Leading up to the Eagles match-up with the New York Giants on Saturday, Sports Talk Philly and Eagledelphia will compare the personnel of the two teams each day until gameday is here.
In this edition of our week-long comparison, we will look at the receivers and tight ends that the Eagles and Giants will field on Saturday.
Philadelphia WRs & TEs | Devonta Smith, AJ Brown, Quez Watkins, Zach Pascal, Britain Covey, Dallas Goedert, Jack Stoll, Grant Calcaterra
The Eagles have new record holders here – two of them. While AJ Brown set a record with 1496 yards on the season (88 receptions and 11 touchdowns), DeVonta Smith set a receptions record with 95 on the season (1196 yards and seven touchdowns).
Beyond that, the Eagles receiving corps has not been stellar with Quez Watkins, a player arguably responsible for four interceptions and a lost fumble over the last several weeks, posted just 33 receptions and 354 yards with three touchdowns on the year. In far fewer snaps, Zach Pascal added 15 receptions for 150 yards and a touchdown as the fourth option.

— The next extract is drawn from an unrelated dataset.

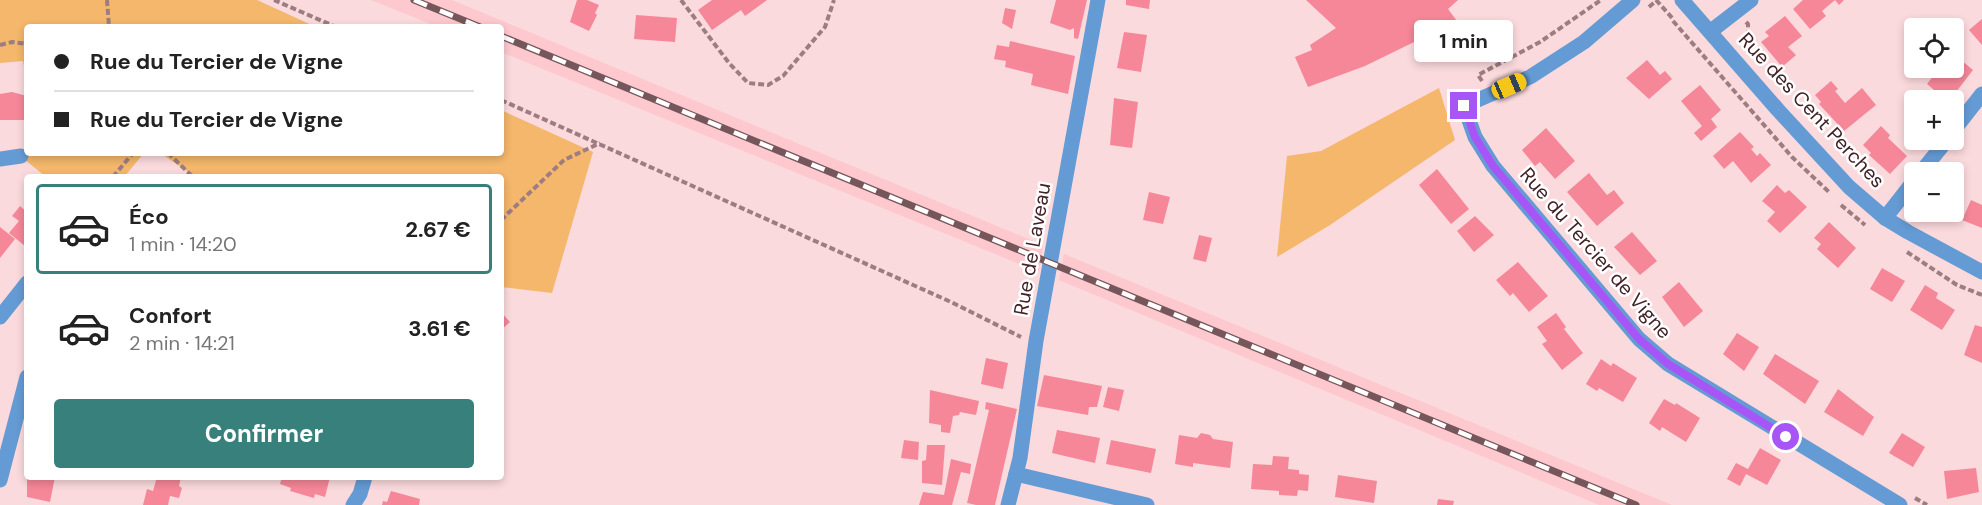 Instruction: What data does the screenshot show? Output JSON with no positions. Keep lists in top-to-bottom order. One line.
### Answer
{"streets":{"street":["Rue des Cent Perches","Rue de Laveau","Rue du Tercier de Vigne"]},"page":{"map_buttons":["+","−"],"bubble":"1 min","banner":["Rue du Tercier de Vigne","Rue du Tercier de Vigne"],"list":[{"name":"Éco","note":"1 min · 14:20","value":"2.67 €"},{"name":"Confort","note":"2 min · 14:21","value":"3.61 €"}],"buttons":"Confirmer"}}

At tight end, Dallas Goedert is the unquestioned star. In just 12 games, he posted 702 yards and three touchdowns on 55 receptions, putting him on pace for 994.5 yards had he not missed five games as a result of an uncalled facemask penalty by Washington. The Birds second tight end, Jack Stoll, does not have eye-popping stats (11 receptions, 123 yards) but is one of the leagues best blockers at the position, helping more in the running and screen game than he does in the passing game.

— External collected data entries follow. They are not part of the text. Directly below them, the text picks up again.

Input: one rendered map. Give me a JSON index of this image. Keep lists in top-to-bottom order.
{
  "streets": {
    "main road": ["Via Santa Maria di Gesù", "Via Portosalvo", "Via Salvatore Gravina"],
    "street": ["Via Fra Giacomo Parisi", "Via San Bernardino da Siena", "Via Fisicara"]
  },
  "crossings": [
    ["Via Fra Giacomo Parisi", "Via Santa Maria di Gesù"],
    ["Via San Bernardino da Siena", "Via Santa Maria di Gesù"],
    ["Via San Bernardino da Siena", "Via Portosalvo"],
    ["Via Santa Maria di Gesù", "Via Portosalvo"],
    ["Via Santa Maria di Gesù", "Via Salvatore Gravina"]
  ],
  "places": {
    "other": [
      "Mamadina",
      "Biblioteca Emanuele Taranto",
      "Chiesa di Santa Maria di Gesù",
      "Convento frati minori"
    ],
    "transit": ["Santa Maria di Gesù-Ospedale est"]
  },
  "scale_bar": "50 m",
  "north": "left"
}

Britain Covey serves mainly on punt returns while Grant Calacatera is typically only found if there is an injury at tight end.

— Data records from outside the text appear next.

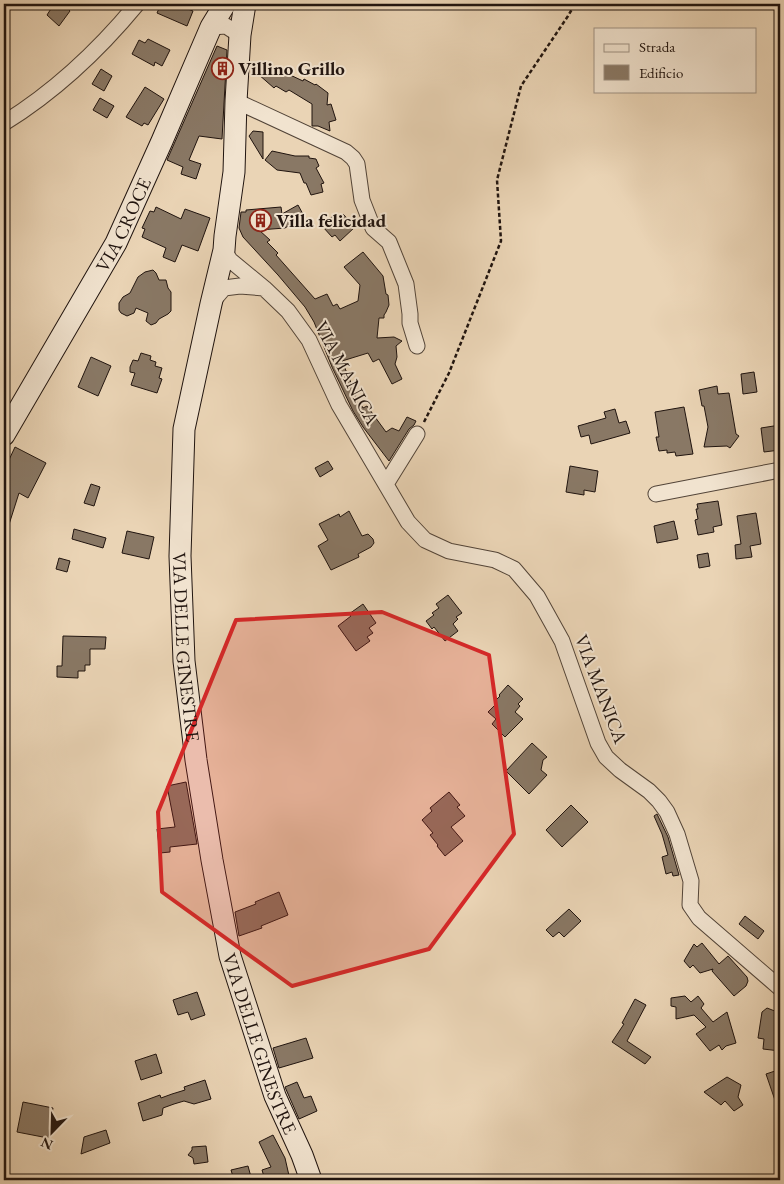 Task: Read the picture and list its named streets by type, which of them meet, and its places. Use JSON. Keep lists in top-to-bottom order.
{
  "streets": {
    "street": ["VIA CROCE", "VIA MANICA", "VIA DELLE GINESTRE"]
  },
  "crossings": [
    ["VIA MANICA", "VIA DELLE GINESTRE"]
  ],
  "places": {
    "building": ["Villino Grillo", "Villa felicidad"]
  },
  "legend": ["Strada", "Edificio"],
  "north": "bottom left"
}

Giants WRs & TEs | Darius Slayton, Isaiah Hodgins, Kenny Golladay, Richie James, Marcus Johnson, Kalil Pimpleton, Daniel Bellinger, Lawrence Cager, Nick Vannett
The Giants don’t really have a clear-cut “Number One” guy, but that decision would really come down to Slayton or Richie James. While Slayton has the clear lead in yards (724), it’s James who has been the most frequently used outlet with 57 receptions compared to Slayton’s 46. The pair have recorded six touchdowns on the season.
Isaiah Hodgins was a waiver claim for the Giants who posted 392 yards and four touchdowns on the season, usurping the third receiver spot on the team. He came up big in the wild card round, posting 105 yards and a touchdown against the Vikings last week. He could be an X-Factor for the Giants Saturday.
Kenny Golladay is probably the most recognizable name on this list to most NFL fans, but these days he’s known as being a massive waste of cap space. He has a cap hit over $21 million this year and that only goes up next year. His on-field performance has been negligible – six receptions for 81 yards and a touchdown. The touchdown and 25 of those yards came on one play against Darius Slay in Week 18.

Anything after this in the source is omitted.